- What you should do: Repeat the stretch of entries below from the line with "Instruction: Give me" through the line with "For a GIS import: Serialize". Include both ends and add nothing.

══ Records for processing

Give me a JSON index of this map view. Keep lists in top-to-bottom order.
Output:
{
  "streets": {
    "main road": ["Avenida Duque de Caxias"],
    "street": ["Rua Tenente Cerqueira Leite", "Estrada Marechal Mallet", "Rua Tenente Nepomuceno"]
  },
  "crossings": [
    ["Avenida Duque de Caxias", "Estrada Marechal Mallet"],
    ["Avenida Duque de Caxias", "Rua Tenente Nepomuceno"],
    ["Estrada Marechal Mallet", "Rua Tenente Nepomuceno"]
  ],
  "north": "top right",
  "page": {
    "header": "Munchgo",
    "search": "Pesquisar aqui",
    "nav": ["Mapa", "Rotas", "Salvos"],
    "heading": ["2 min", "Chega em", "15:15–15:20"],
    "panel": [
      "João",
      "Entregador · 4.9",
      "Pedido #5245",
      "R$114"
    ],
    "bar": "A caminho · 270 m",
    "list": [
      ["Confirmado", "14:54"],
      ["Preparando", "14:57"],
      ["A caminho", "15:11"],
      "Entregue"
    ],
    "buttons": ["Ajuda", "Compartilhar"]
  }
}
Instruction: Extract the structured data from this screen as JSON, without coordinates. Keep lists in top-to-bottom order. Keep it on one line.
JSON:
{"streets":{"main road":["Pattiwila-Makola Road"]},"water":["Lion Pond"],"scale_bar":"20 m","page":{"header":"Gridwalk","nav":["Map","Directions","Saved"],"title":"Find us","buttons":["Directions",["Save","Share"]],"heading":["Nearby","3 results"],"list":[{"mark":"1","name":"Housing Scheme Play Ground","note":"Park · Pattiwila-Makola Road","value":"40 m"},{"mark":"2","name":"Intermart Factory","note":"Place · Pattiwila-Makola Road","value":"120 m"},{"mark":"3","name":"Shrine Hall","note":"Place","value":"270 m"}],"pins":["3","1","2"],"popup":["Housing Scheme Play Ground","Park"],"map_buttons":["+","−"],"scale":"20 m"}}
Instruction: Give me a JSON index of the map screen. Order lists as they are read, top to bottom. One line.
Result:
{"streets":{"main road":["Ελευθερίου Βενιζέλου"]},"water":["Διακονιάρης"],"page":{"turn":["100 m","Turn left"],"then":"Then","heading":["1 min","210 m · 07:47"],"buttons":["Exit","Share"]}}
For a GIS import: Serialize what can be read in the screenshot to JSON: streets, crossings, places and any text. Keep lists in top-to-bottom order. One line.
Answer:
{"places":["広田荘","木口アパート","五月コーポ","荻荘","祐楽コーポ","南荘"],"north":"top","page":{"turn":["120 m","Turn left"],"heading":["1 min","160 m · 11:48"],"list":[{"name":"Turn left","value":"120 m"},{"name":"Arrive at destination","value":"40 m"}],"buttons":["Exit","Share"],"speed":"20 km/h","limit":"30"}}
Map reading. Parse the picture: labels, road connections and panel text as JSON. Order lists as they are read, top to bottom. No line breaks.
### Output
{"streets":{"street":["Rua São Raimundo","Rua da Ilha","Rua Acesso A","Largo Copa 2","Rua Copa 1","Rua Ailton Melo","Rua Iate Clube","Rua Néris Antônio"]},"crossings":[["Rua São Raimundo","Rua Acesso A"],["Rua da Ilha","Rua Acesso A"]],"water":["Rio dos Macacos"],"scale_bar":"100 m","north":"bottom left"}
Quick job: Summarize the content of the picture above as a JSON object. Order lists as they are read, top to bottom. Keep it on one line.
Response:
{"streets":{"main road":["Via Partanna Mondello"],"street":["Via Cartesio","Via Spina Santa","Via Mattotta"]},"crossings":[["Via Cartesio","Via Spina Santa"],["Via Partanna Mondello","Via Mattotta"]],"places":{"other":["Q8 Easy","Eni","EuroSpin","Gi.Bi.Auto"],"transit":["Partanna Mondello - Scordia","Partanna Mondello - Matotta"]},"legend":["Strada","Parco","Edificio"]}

════

- Response box:
Instruction: Give me a JSON index of the map screen. Order lists as they are read, top to bottom. One line.
Result:
{"streets":{"main road":["Ελευθερίου Βενιζέλου"]},"water":["Διακονιάρης"],"page":{"turn":["100 m","Turn left"],"then":"Then","heading":["1 min","210 m · 07:47"],"buttons":["Exit","Share"]}}
For a GIS import: Serialize what can be read in the screenshot to JSON: streets, crossings, places and any text. Keep lists in top-to-bottom order. One line.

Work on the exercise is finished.